ISFB Insight
IA générative: ce que la recherche dit déjà du travail
28 avril 2026
L’IA générative promet de gagner du temps. Mais que fait-elle réellement au travail, à la motivation, à l’autonomie et au jugement professionnel? Dans une publication de l’Observatoire ISFB des compétences bancaires et financières, Stéphane Bonzon, psychologue à l’ISFB, analyse ce que les premières recherches permettent déjà de comprendre.

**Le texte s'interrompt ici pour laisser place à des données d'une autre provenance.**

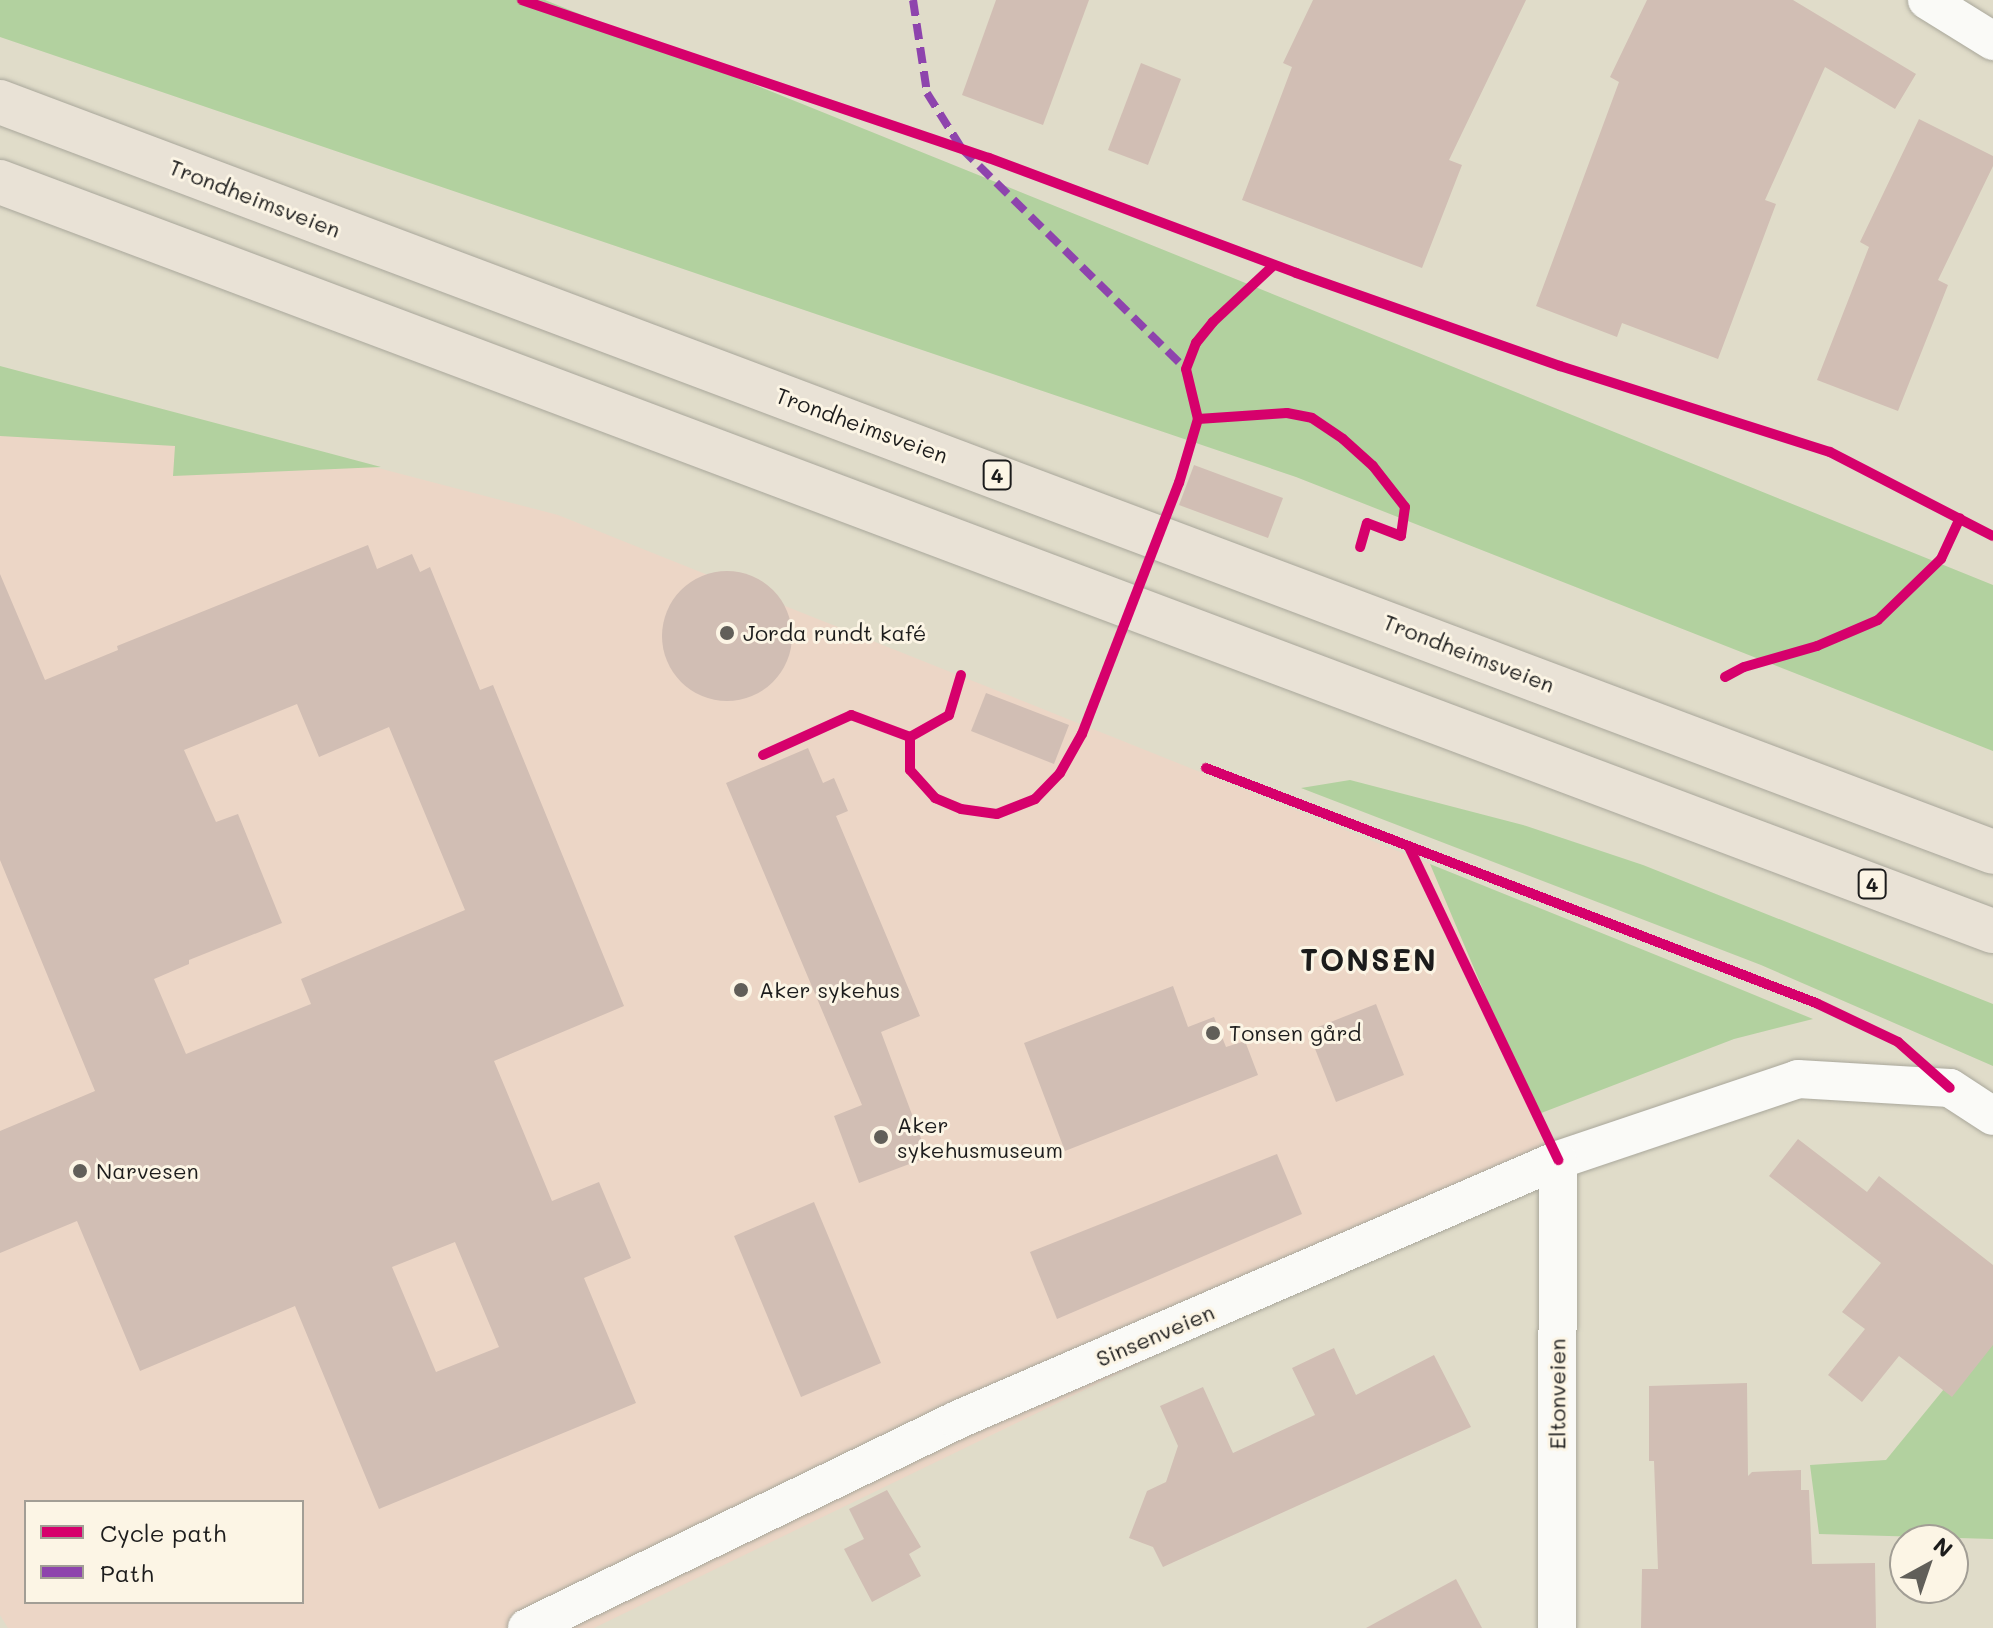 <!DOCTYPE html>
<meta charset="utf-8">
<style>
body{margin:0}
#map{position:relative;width:1993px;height:1628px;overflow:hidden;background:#e0dcc9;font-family:Mali,sans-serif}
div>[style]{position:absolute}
.built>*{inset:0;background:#ecd6c6}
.green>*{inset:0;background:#b2d19f}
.building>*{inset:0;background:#d1beb4}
.round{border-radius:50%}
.roads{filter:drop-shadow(0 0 2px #a9a79b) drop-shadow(0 0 2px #a9a79b)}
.minor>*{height:38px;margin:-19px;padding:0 19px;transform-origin:19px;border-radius:19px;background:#fafaf7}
.trunk>*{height:44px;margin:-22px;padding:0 22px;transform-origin:22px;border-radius:22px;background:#e9e2d6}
.quiet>*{height:8px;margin-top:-4px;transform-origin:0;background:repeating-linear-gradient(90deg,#8e44ad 0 16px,transparent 0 24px)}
.cycleway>*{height:10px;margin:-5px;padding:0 5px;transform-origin:5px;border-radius:5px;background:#d6006c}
.dots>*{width:22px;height:22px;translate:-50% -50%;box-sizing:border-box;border:4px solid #fcf5e5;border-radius:50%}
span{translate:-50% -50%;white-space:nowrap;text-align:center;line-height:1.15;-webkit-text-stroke:6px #fcf5e5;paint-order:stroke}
.shield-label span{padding:2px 6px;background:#fcf5e5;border:2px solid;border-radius:6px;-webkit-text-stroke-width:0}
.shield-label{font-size:20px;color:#1c1c1c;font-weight:700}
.street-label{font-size:22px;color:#1c1c1c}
.poi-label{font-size:22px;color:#1c1c1c}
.left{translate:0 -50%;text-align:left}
.district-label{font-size:30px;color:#1c1c1c;font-weight:700;letter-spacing:2px}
.legend{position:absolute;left:24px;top:1500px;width:280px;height:104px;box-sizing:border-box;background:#fcf5e5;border:2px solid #a29e95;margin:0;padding:10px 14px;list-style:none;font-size:24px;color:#1c1c1c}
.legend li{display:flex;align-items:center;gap:16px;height:40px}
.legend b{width:40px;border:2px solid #a29e95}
.north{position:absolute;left:1889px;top:1524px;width:80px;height:80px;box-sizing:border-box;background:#fcf5e5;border:2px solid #a29e95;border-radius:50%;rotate:40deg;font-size:22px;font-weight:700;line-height:32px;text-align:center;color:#1c1c1c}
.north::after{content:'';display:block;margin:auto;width:28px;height:36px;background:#615f59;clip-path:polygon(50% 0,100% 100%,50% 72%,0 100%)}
</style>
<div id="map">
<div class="built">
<div style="clip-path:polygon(evenodd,0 369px,558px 515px,1430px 864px,1558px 1160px,594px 1628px,8px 1628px,0 1615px,0 369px,26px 1502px,302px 1502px,302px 1602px,26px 1602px,26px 1502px)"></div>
</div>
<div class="green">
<div style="clip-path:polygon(0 0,545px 0,1993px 585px,1993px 751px,1296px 477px,0 37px)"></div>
<div style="clip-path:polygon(0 366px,381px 467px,173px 476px,175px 446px,0 436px)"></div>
<div style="clip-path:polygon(1350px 780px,1523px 825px,1643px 865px,1993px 1004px,1993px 1066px,1761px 965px,1301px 788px)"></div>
<div style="clip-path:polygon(1430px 864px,1718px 980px,1813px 1019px,1734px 1039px,1536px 1115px)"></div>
<div style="clip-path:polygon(1993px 1329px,1993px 1539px,1819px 1534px,1810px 1465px,1886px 1460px)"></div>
</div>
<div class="building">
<div style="clip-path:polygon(996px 0,1089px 0,1043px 125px,962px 95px)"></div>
<div style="clip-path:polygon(1313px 0,1526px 0,1449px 160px,1462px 165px,1422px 268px,1242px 200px,1292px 67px,1283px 63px)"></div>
<div style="clip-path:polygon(1647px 0,1793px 0,1916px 74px,1895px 109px,1825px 67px,1765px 200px,1776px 204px,1718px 359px,1622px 323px,1617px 337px,1536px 306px,1619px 82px,1610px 77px)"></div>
<div style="clip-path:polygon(1141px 63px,1181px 79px,1148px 165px,1108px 150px)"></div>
<div style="clip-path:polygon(1919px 119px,1993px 156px,1993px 166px,1938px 280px,1948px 285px,1898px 411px,1817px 380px,1869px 247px,1860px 242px)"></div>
<div style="clip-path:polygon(1194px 465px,1283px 498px,1268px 538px,1179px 505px)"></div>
<div style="clip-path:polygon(evenodd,368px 545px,377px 569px,412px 554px,420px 572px,430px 567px,480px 690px,493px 685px,624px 1006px,494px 1061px,552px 1201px,599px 1182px,631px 1258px,584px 1278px,636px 1403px,379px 1509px,295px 1306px,140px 1371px,77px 1221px,0 1253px,0 1131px,95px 1091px,0 860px,0 574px,45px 680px,118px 650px,117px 646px,368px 545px,297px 704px,319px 757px,389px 727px,465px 910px,301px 979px,311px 1004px,186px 1054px,154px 979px,189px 964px,189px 960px,282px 923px,238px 814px,216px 822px,184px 750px,297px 704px,368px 545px,455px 1242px,499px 1347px,436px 1372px,392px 1267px,455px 1242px)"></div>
<div class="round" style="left:662px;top:571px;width:130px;height:130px"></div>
<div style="clip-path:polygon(986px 693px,1069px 725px,1054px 764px,971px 731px)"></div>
<div style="clip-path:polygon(808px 748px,823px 783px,834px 778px,848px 811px,836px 816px,920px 1016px,881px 1032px,928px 1157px,859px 1183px,834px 1116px,862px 1105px,726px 783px)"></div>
<div style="clip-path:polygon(1173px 986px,1188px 1027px,1214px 1017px,1226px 1047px,1245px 1041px,1258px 1075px,1065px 1151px,1024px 1043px)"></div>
<div style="clip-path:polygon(1376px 1004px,1404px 1075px,1336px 1102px,1308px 1031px)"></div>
<div style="clip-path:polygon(1798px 1139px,1867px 1192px,1879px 1176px,1993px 1265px,1993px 1345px,1952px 1397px,1899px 1356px,1862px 1402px,1828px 1375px,1865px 1329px,1842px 1312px,1881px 1263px,1769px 1176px)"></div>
<div style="clip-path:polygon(1277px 1154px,1302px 1214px,1057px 1319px,1030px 1252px)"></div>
<div style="clip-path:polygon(814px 1202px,881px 1363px,801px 1397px,734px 1236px)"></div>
<div style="clip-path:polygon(1334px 1348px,1356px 1395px,1434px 1355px,1471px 1427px,1163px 1567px,1153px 1547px,1129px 1538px,1147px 1491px,1166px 1482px,1178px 1446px,1160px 1406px,1203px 1387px,1233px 1453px,1315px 1415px,1292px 1368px)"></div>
<div style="clip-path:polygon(1747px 1383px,1748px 1476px,1752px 1472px,1801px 1470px,1801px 1490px,1809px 1490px,1812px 1564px,1875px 1563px,1876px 1628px,1641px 1628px,1642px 1569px,1658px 1569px,1654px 1461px,1649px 1461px,1649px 1386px)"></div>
<div style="clip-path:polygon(887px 1490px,921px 1547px,909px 1554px,921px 1576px,872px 1602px,844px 1549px,864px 1539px,849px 1509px)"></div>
<div style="clip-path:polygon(1456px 1579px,1482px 1628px,1366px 1628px)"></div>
</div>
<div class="roads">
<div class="minor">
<div style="left:1927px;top:0;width:78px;rotate:31.8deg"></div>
<div style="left:527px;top:1628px;width:478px;rotate:-25.8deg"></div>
<div style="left:957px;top:1420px;width:655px;rotate:-23.39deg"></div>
<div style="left:1558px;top:1160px;width:253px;rotate:-18.6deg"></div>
<div style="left:1798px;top:1079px;width:152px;rotate:3.4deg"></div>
<div style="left:1950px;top:1088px;width:51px;rotate:33.1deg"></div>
<div style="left:1557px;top:1628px;width:468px;rotate:-89.9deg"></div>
</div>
<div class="trunk">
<div style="left:0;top:102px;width:2129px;rotate:20.62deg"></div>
<div style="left:0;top:182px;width:2129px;rotate:20.6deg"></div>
</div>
</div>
<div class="quiet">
<div style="left:913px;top:0;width:94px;rotate:81.4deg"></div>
<div style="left:927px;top:93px;width:66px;rotate:58deg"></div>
<div style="left:962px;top:149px;width:314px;rotate:44.5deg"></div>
</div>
<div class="cycleway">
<div style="left:522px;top:0;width:493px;rotate:18.7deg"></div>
<div style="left:989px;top:158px;width:328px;rotate:20.5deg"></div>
<div style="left:1296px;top:273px;width:280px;rotate:19.4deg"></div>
<div style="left:1560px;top:366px;width:283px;rotate:17.7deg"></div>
<div style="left:1830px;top:452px;width:183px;rotate:27.3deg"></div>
<div style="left:1198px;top:419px;width:89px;rotate:-3.9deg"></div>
<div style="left:1287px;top:413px;width:25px;rotate:11deg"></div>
<div style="left:1312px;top:418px;width:37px;rotate:34deg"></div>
<div style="left:1343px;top:439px;width:40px;rotate:42deg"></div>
<div style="left:1373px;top:466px;width:52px;rotate:52deg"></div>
<div style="left:1405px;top:507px;width:29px;rotate:98deg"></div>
<div style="left:1401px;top:536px;width:36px;rotate:-159deg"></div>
<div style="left:1367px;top:523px;width:25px;rotate:106deg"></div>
<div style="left:961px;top:675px;width:42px;rotate:106.7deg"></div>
<div style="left:949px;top:715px;width:45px;rotate:150.6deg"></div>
<div style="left:910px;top:737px;width:33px;rotate:90deg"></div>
<div style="left:910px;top:770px;width:38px;rotate:48deg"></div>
<div style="left:935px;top:798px;width:28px;rotate:23deg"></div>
<div style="left:961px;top:809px;width:36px;rotate:8deg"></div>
<div style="left:997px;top:814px;width:41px;rotate:-21.5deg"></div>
<div style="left:1035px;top:799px;width:36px;rotate:-46deg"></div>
<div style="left:1060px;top:773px;width:45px;rotate:-60.6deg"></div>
<div style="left:1082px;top:734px;width:269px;rotate:-68.9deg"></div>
<div style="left:1179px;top:483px;width:67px;rotate:-73.5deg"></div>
<div style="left:1198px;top:419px;width:51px;rotate:-103.5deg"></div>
<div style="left:1186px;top:369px;width:28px;rotate:-69deg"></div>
<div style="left:1196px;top:343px;width:27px;rotate:-51deg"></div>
<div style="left:1213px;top:322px;width:83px;rotate:-43.1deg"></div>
<div style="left:1725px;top:677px;width:21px;rotate:-28deg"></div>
<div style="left:1744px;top:667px;width:76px;rotate:-16deg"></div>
<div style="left:1817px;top:646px;width:66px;rotate:-23.1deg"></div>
<div style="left:1878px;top:620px;width:88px;rotate:-44.1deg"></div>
<div style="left:1941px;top:559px;width:45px;rotate:-65.1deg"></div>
<div style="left:763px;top:755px;width:97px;rotate:-24.4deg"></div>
<div style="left:851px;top:715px;width:63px;rotate:20.4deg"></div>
<div style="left:1206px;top:768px;width:654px;rotate:21.07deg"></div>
<div style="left:1816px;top:1003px;width:91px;rotate:25.4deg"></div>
<div style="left:1898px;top:1042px;width:69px;rotate:41.5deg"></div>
<div style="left:1409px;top:847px;width:347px;rotate:64.5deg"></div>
</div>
<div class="dots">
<div style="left:727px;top:633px;background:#615f59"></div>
<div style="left:741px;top:990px;background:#615f59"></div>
<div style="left:1213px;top:1033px;background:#615f59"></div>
<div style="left:881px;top:1137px;background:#615f59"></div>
<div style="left:80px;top:1171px;background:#615f59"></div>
</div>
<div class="shield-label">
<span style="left:997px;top:475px">4</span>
<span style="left:1872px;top:884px">4</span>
</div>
<div class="street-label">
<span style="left:255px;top:198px;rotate:21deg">Trondheimsveien</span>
<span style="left:862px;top:425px;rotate:20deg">Trondheimsveien</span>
<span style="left:1469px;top:653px;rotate:21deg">Trondheimsveien</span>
<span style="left:1155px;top:1335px;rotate:-23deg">Sinsenveien</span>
<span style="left:1557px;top:1394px;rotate:-90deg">Eltonveien</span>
</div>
<div class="poi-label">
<span class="left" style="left:743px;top:633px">Jorda rundt kafé</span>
<span class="left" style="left:759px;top:990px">Aker sykehus</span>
<span class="left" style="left:1229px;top:1033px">Tonsen gård</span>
<span class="left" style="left:897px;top:1137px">Aker<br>sykehusmuseum</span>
<span class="left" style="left:96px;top:1171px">Narvesen</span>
</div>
<div class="district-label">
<span style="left:1369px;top:959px">TONSEN</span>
</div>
<ul class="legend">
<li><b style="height:10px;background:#d6006c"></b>Cycle path</li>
<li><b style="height:10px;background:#8e44ad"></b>Path</li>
</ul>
<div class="north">N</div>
</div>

L’IA générative est souvent présentée comme un levier de productivité. Elle permet de produire plus vite, de synthétiser davantage et d’automatiser certaines tâches. Mais cette promesse ne dit pas tout.
Dans une publication récente de l’Observatoire ISFB des compétences bancaires et financières, Stéphane Bonzon, psychologue à l’ISFB, revient sur ce que la recherche révèle déjà des effets de l’IA générative au travail. Son analyse montre que les gains existent, mais qu’ils dépendent des tâches, du niveau d’expertise et du cadre d’usage. (Bonzon, S., 2026, IA générative et travail: au-delà du bruit, ce que la recherche révèle déjà, Observatoire ISFB des compétences bancaires et financières)
Cette lecture présente l’intérêt de déplacer le débat. L’IA générative ne transforme pas seulement les outils. Elle interroge aussi la charge de travail, le technostress, le sentiment de compétence, l’autonomie et la capacité de jugement.
Pour le secteur bancaire, ces questions sont essentielles. Dans un environnement où la responsabilité, la conformité et la supervision humaine restent centrales, l’IA ne peut pas être abordée uniquement comme un simple outil d’efficacité.
Elle oblige à former autrement: non seulement à l’usage, mais aussi aux limites, aux risques et aux conditions d’un jugement professionnel préservé.
La publication de Stéphane Bonzon ne dramatise pas l’IA générative. Elle aide à poser les bonnes questions, au bon niveau: celui des compétences, des usages et de la responsabilité humaine.